La tensión es palpable. Temo que he llegado demasiado lejos y no tengo idea de que hacer para remediarlo.
—Mi padre era un hombre violento que disfrutaba de la parranda, las mujeres y la botella. Salía de casa al amanecer y volvía por la noche ahogado en alcohol y con los bolsillos vacíos. Mi madre corría a su encuentro con una cubeta llena de agua caliente con sal, donde mi padre metía los pies por varios minutos, después mi madre se los secaba y los masajeaba con alcanfor. El rito provocaba que mi padre se quedara dormido, pero había noches, que el hombre se enfurecía sin razón aparente y lanzaba un rosario de insultos a mi madre quien justificaba aquella ola de violencia con frases cariñosas y palabras suaves que solo servían para que la escena se acalorada. Lo que seguía era una tunda que terminaba hasta que mi madre desfallecía sobre la cama. Después mi padre parecía recobrar la cordura y se excusaba con palabras dulces. Aleccionada por mi madre, antes de que aquel Ogro entrara en la casa, me escondida en el interior de un ropero destartalado y contemplaba todo a través de la diminuta cerradura. La escena se repetía casi todas las noches, no cesó hasta que mi padre ya no volvió. Supongo que crecí con la idea de que así debía ser una relación amorosa así que me afanaba por buscar hombres complicados. Mi madre me había parido, pero no me había heredad aquel estado de sumisión que la caracterizaba. En mi juventud, por casi una década me vi enredada en una relación toxica que me llevó al hospital varias veces. La tortura terminó el día en que encontré a Horacio, aquel hombre que creía el amor de mi vida, en la cama con una chiquilla. La venda cayó de mis ojos y, tras una paliza que a punto estuvo de robarme la vida, tomé un cuchillo y lo enterré en su cuerpo treinta veces. Juro que, si me topara de nuevo con un hombre como Horacio, lo haría otra vez —contó con la mirada cargada de melancolía.
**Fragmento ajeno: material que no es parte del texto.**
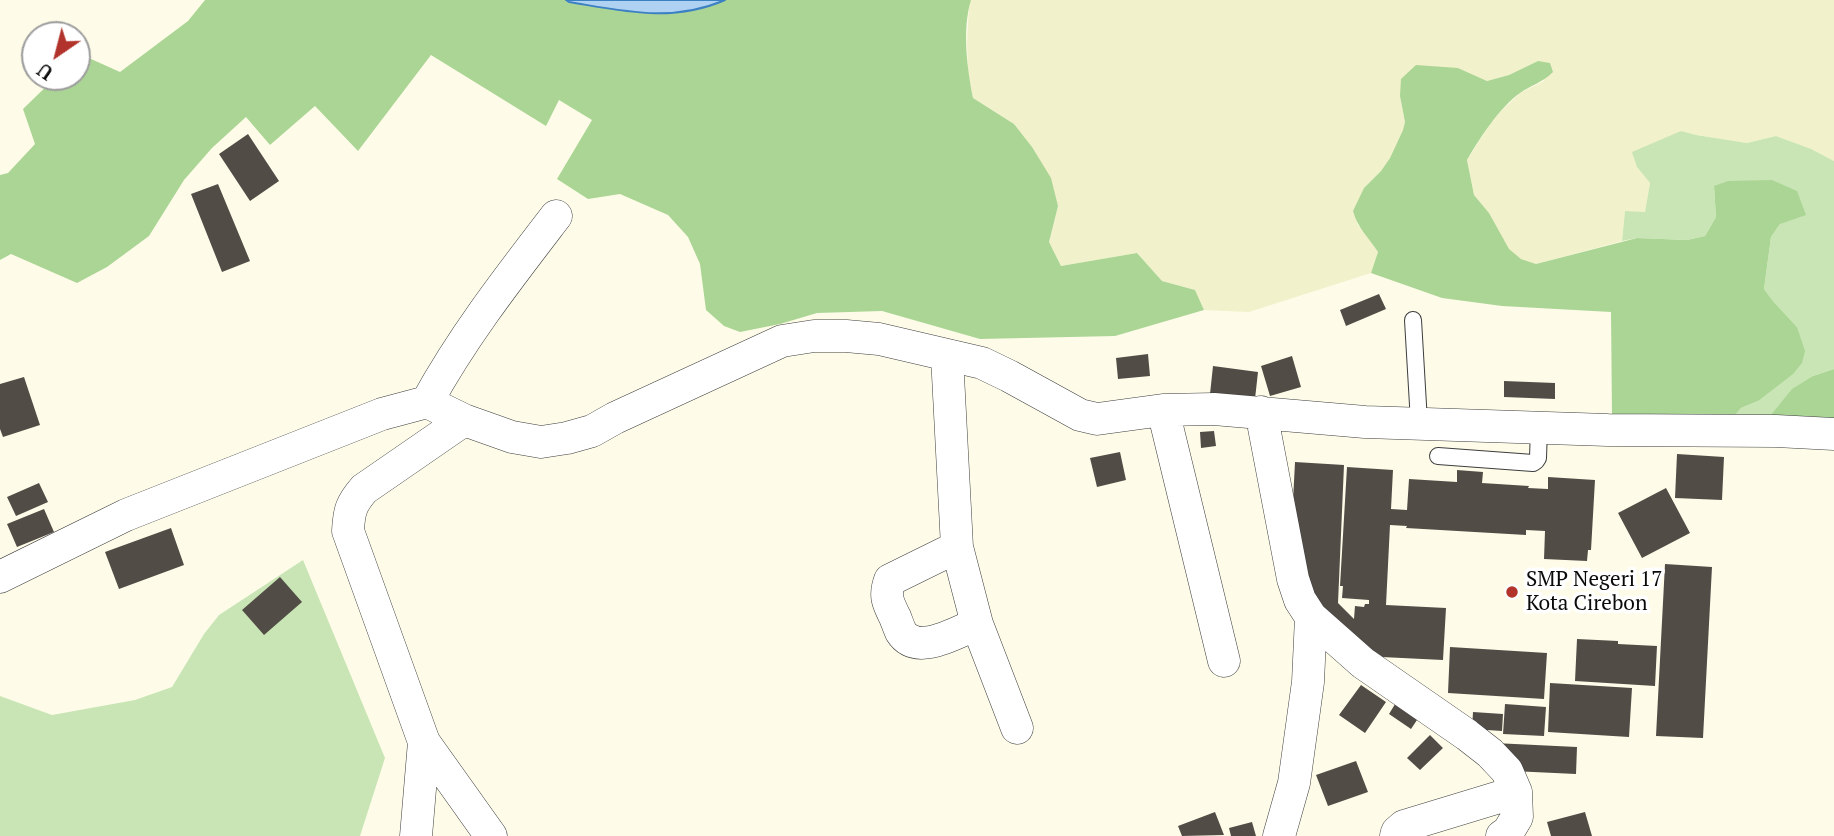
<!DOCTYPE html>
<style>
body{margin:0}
#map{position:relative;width:1834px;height:836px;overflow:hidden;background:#fefce8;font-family:"PT Serif",serif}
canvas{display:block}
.north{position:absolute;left:21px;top:21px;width:70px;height:70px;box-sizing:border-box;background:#fff;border:2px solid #9d9d9d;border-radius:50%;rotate:215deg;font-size:19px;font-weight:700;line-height:28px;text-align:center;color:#0a0a0a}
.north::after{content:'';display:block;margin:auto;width:24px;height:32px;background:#b1332b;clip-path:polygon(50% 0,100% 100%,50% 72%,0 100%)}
</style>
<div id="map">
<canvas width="1834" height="836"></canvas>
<div class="north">U</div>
</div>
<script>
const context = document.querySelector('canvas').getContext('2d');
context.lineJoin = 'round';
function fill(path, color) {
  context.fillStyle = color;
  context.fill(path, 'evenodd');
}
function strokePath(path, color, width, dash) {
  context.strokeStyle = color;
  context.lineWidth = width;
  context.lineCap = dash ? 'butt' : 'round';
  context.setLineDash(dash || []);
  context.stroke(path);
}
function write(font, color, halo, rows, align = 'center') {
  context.font = font + ' "PT Serif",serif';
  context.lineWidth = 7;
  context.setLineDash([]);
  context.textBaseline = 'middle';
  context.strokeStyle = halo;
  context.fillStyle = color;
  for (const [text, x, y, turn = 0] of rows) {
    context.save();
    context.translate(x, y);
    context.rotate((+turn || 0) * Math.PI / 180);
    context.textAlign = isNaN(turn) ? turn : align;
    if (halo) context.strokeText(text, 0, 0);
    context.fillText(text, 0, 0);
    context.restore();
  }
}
fill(new Path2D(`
 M971,0H1834V161L1810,149L1776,136L1747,143L1696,135L1681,131L1637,167L1650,183L1645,213L1625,211L1622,241L1536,264L1521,259L1508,249L1489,213L1474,195L1467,160L1486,130L1499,113L1520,93L1544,81L1538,61L1509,75L1487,81L1458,68L1400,96L1405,122L1403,130L1390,158L1381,171L1364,188L1357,224L1370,239L1378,252L1371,273L1249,312L1204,310L1195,290L1162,281L1137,253L1061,266L1049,242L1058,206L1014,124L973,98L968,74L967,41L969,7Z`), '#f1f1cb');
fill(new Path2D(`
 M1681,131L1696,135L1747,143L1776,136L1811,149L1834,161V369L1813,376L1767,420L1732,419L1741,408L1758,401L1797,327L1773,301L1764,289L1771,237L1780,224L1714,186L1716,217L1705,236L1687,240L1637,238L1622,241L1625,211L1645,212L1650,183L1637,167L1632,152Z
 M303,560L385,758L360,836H0V696L52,715L135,700L172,687L204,634L219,615Z`), '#c9e5b5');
fill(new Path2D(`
 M205,0H566L570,2C624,11 672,23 725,0H971C962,29 967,68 973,98L1014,124L1032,147L1051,178L1058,206L1049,242L1061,266L1137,253L1162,281L1195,290L1204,310L1115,336L980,339L882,311L817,313L780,324L740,332L724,326L706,310L700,264L688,237L668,215L620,194L588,199L557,179L592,120L559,100L546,126L431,55L358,151L315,106L270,145L246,117L212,148L184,180L149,236L107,267L77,283L11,254L0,260V175L8,173L35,144L23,109L56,77H77V57L80,54L120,72L188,21Z
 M1538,61L1550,63L1553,72C1542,83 1531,85 1520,93C1500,107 1479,139 1467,160L1474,195L1489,213L1509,249L1521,259L1536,264L1637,238L1687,240L1705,236L1716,217L1714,186L1728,181L1772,180L1797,191L1806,215L1780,224L1771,237L1764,289L1773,301L1797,327L1805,351L1802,363L1793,374L1758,401L1741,408L1732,419L1612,416L1611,312L1502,306L1442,298L1371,273L1378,252C1368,236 1358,229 1353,211L1364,188L1381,171L1390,158L1403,130L1405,122L1400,96L1401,79L1416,65L1458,68L1487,81L1509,75Z
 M1834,369V421L1767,420L1792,389L1813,376Z`), '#abd595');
const water = new Path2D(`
 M566,0H725C672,23 624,11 569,2Z`);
fill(water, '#b0d2f2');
strokePath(water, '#3c80c4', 2);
fill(new Path2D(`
 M248,134L279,181L250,201L219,154Z
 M218,184L250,261L222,272L191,194Z
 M1379,294L1386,309L1346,326L1340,310Z
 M1148,354L1150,376L1118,379L1116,358Z
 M1292,356L1301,387L1270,396L1261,366Z
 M1213,366L1258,372L1255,399L1210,394Z
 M24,377L40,425L3,437L0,429V384Z
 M1504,381L1555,383V399L1504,397Z
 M1214,431L1216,446L1201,448L1200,432Z
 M1120,452L1126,480L1097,487L1090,458Z
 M1677,454L1724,457L1722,500L1675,498Z
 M1295,462L1344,465L1338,603L1354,619L1355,606L1364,607L1365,604H1369V600L1342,598L1343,586H1340L1347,467L1393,470L1391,509L1407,510L1409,479L1457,482V470L1483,472L1482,483L1529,486L1528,488L1548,489V477L1595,480L1591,550H1588L1587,561L1544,559L1545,531L1526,530V535L1406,528L1407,526L1390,525L1386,605L1446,608L1443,660L1361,656L1353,641L1303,588L1296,564L1299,522L1292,521Z
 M39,483L48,502L16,516L7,497Z
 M1666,488L1690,533L1642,558L1618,513Z
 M44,509L54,532L17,547L7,524Z
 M171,528L184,565L119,589L105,552Z
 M1665,564L1712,567L1703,738L1656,736Z
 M280,577L302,602L264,635L242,610Z
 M1577,639L1618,641V644L1657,646L1655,686L1575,681Z
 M1450,647L1547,653L1544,699L1448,693Z
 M1550,683L1632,688L1629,737L1548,732Z
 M1361,685L1386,702L1365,733L1339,715Z
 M1400,696L1423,711L1411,729L1389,714Z
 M1505,704L1546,707L1544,736L1503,734Z
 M1473,712L1503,714L1502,731L1472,729Z
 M1430,735L1443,748L1420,770L1407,758Z
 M1494,743L1577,747L1576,774L1512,771Z
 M1356,761L1368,792L1328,806L1316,775Z
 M1215,812L1224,835L1182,836L1178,826Z
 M1585,812L1592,836H1551L1547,822Z
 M1252,822L1256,836H1231L1229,828Z`), '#524c47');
const service = new Path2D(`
 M1413,320L1419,422
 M1438,456L1533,463L1536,461L1538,458L1539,427`);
const minor = new Path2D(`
 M947,356L957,547L977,624L1017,728
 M427,402C463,336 510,276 556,216
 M1163,410L1224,661
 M1261,412L1293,579L1300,600L1311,617L1363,663L1467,735L1490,753L1507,771L1516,792L1517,817L1508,832L1502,836
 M464,420L364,489C351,504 349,511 348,531L424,742L491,836
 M957,547L890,580C884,596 888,603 895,617C897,622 899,628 901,632C917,657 957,632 977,624
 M0,577L126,515L382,414L427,402L464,420L512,437L541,442L567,438L592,431L615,418L782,341L814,336H846L879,339L982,363L1009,376L1080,415L1097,419L1163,410L1214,409L1365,422L1608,430L1776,431L1834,434
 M416,836L424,742
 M1279,836L1294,783L1308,682L1311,617
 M1396,836L1397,832L1404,826L1516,792`);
strokePath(service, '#3d3d3d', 18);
strokePath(minor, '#3d3d3d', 33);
strokePath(service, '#fff', 16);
strokePath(minor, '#fff', 32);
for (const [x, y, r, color] of [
 [1512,592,7,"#b1332b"]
]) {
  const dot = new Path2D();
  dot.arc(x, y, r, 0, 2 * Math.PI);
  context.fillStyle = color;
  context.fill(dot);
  strokePath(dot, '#fff', 2.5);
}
write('21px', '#0a0a0a', '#fff', [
 ["SMP Negeri 17",1526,580],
 ["Kota Cirebon",1526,604]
], 'left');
</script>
De repente, Rosa se pone de pie, saca la cajetilla de cigarros que lleva siempre en el bolsillo del pantalón y pone un cigarrillo en su boca. Tras una calada profunda, se escabulle de la celda sin mirar atrás.
Me he quedado sola de nuevo, pero el ambiente a mi alrededor se siente tan pesado que mi piel se crispa y me obliga a hacerme un ovillo para después esconder el rostro bajo la almohada.